-- Opening Marker --

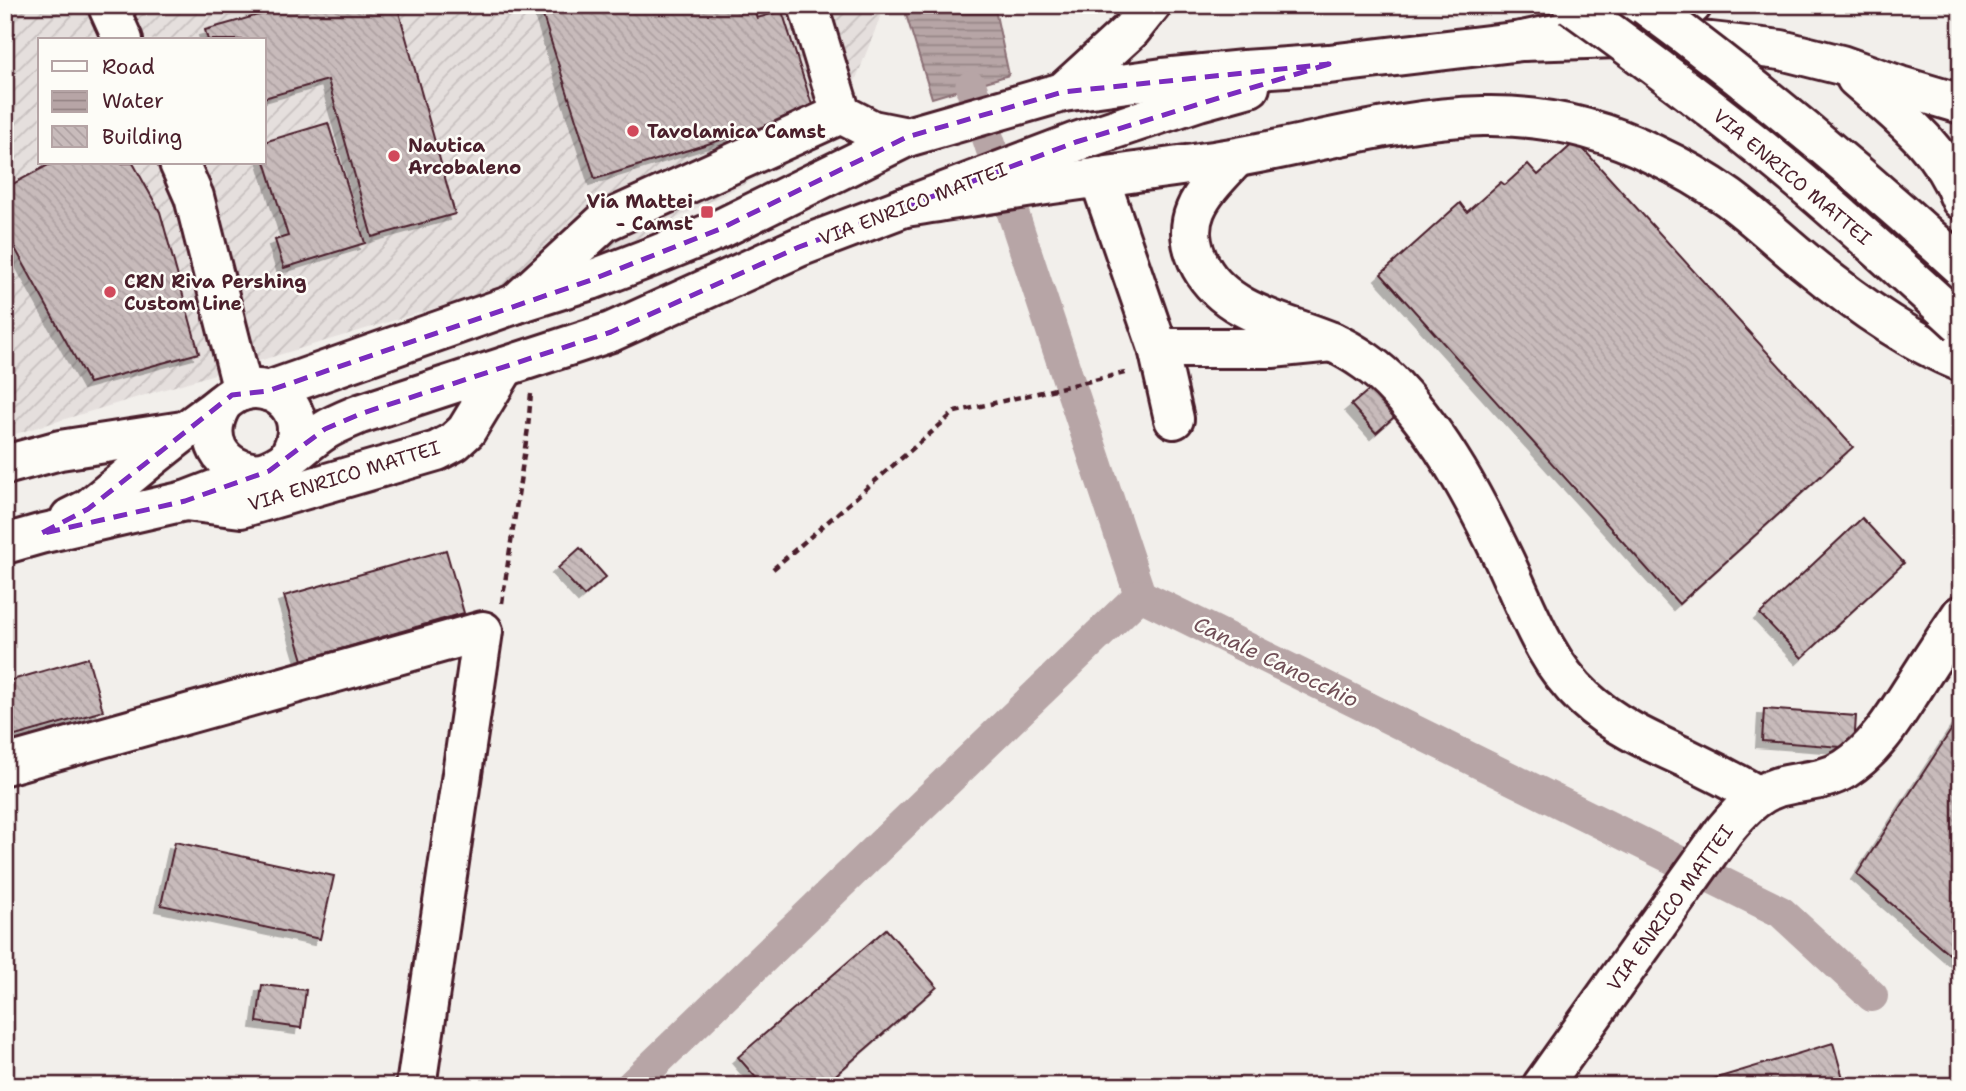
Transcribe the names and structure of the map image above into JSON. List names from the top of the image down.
{
  "streets": {
    "main road": ["VIA ENRICO MATTEI"]
  },
  "water": ["Canale Canocchio"],
  "places": {
    "other": ["Tavolamica Camst", "Nautica Arcobaleno", "CRN Riva Pershing Custom Line"],
    "transit": ["Via Mattei - Camst"]
  },
  "legend": ["Road", "Water", "Building"]
}
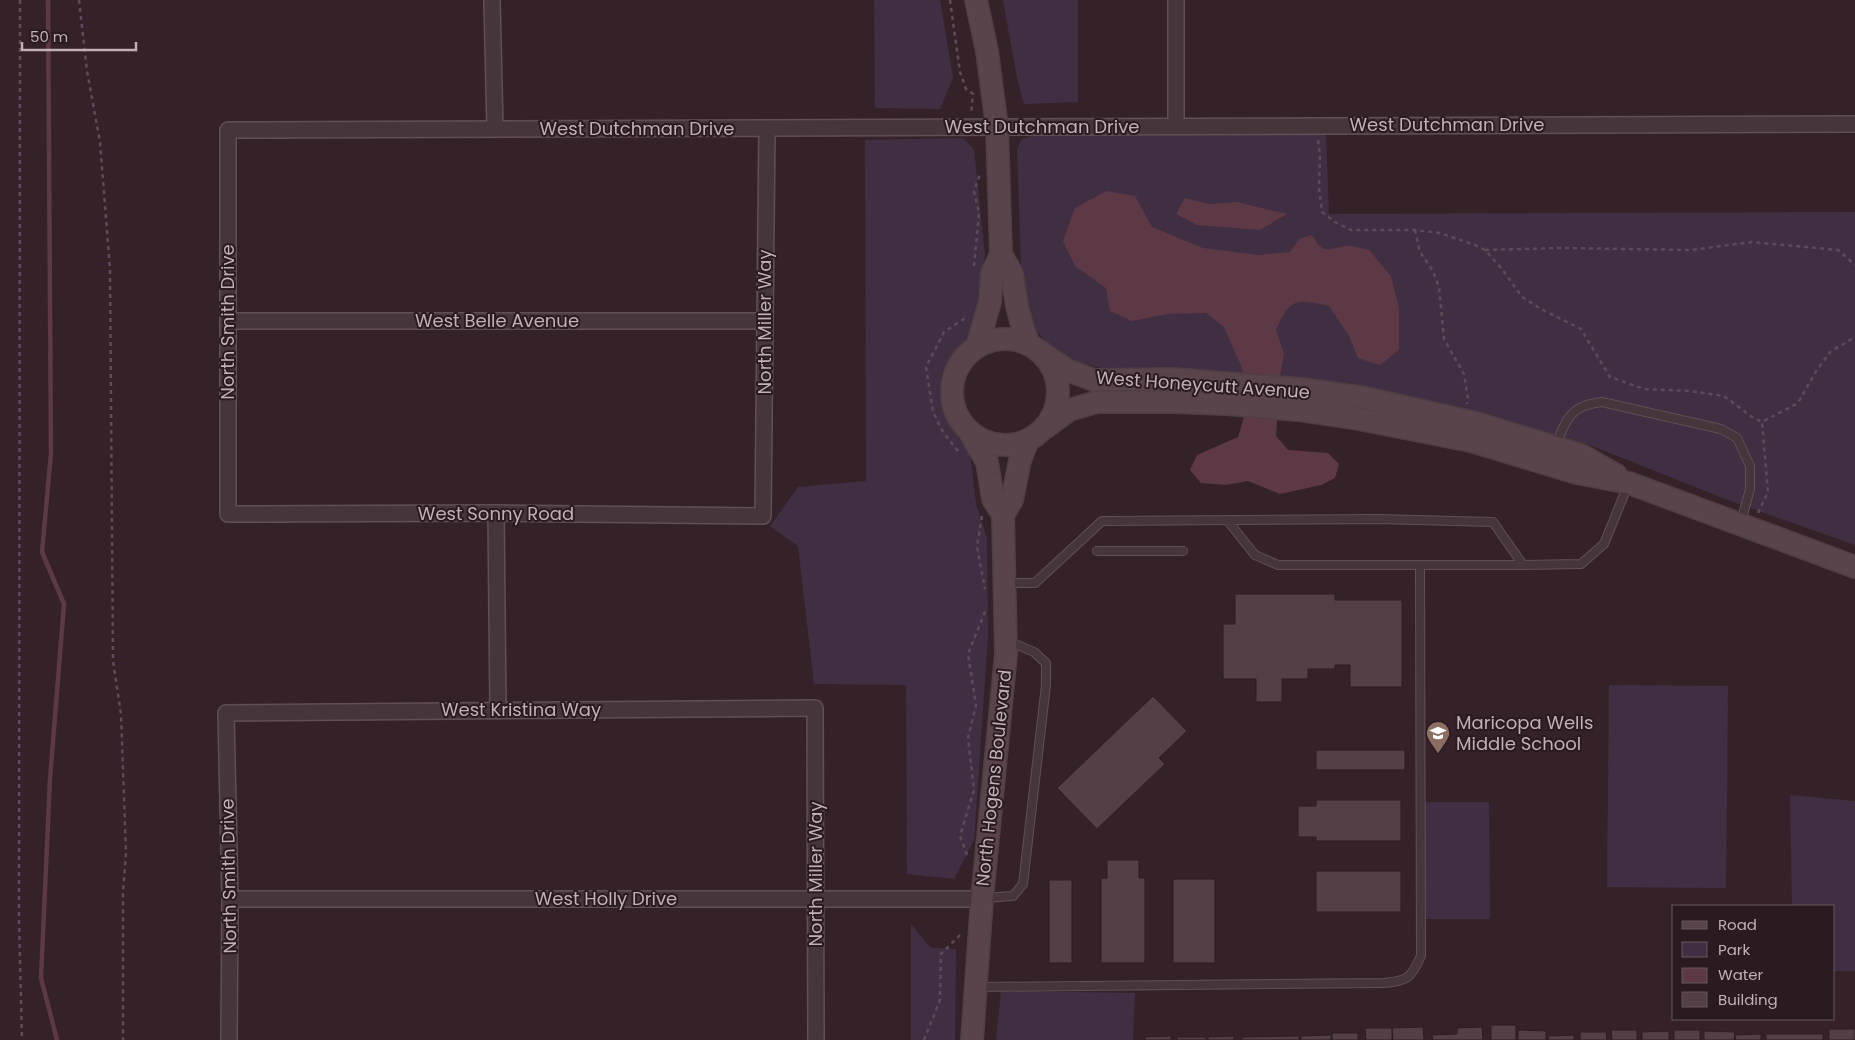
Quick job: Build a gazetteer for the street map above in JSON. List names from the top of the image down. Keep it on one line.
{"streets":{"street":["West Dutchman Drive","West Belle Avenue","North Smith Drive","North Miller Way","West Honeycutt Avenue","West Sonny Road","West Kristina Way","North Hogens Boulevard","West Holly Drive"]},"crossings":[["West Dutchman Drive","North Smith Drive"],["West Dutchman Drive","North Miller Way"],["West Belle Avenue","North Smith Drive"],["West Belle Avenue","North Miller Way"],["North Smith Drive","West Sonny Road"],["North Smith Drive","West Kristina Way"],["North Smith Drive","West Holly Drive"],["North Miller Way","West Sonny Road"],["North Miller Way","West Kristina Way"],["North Miller Way","West Holly Drive"],["West Honeycutt Avenue","North Hogens Boulevard"],["North Hogens Boulevard","West Holly Drive"]],"places":{"school or university":["Maricopa Wells Middle School"]},"legend":["Road","Park","Water","Building"],"scale_bar":"50 m"}
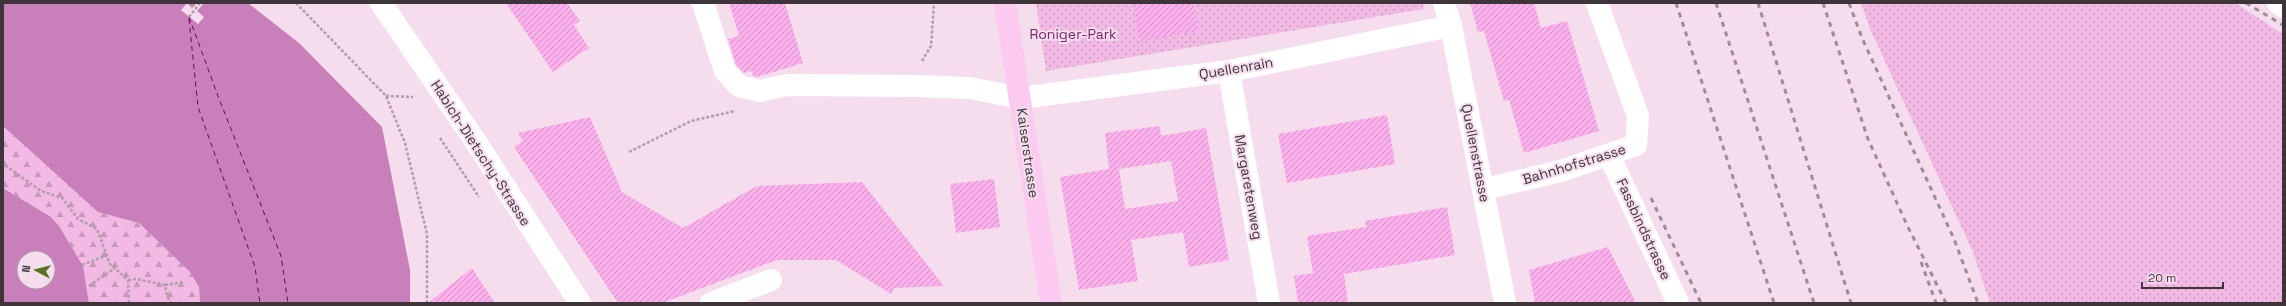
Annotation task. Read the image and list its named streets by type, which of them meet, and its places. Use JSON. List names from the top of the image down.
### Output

-- Closing Marker --

- _Exercise instructions_
Each entry above should be printed again word for word, with any picture dropped.

- _Task answer_
Transcribe the names and structure of the map image above into JSON. List names from the top of the image down.
{
  "streets": {
    "main road": ["VIA ENRICO MATTEI"]
  },
  "water": ["Canale Canocchio"],
  "places": {
    "other": ["Tavolamica Camst", "Nautica Arcobaleno", "CRN Riva Pershing Custom Line"],
    "transit": ["Via Mattei - Camst"]
  },
  "legend": ["Road", "Water", "Building"]
}
Quick job: Build a gazetteer for the street map above in JSON. List names from the top of the image down. Keep it on one line.
{"streets":{"street":["West Dutchman Drive","West Belle Avenue","North Smith Drive","North Miller Way","West Honeycutt Avenue","West Sonny Road","West Kristina Way","North Hogens Boulevard","West Holly Drive"]},"crossings":[["West Dutchman Drive","North Smith Drive"],["West Dutchman Drive","North Miller Way"],["West Belle Avenue","North Smith Drive"],["West Belle Avenue","North Miller Way"],["North Smith Drive","West Sonny Road"],["North Smith Drive","West Kristina Way"],["North Smith Drive","West Holly Drive"],["North Miller Way","West Sonny Road"],["North Miller Way","West Kristina Way"],["North Miller Way","West Holly Drive"],["West Honeycutt Avenue","North Hogens Boulevard"],["North Hogens Boulevard","West Holly Drive"]],"places":{"school or university":["Maricopa Wells Middle School"]},"legend":["Road","Park","Water","Building"],"scale_bar":"50 m"}
Annotation task. Read the image and list its named streets by type, which of them meet, and its places. Use JSON. List names from the top of the image down.
### Output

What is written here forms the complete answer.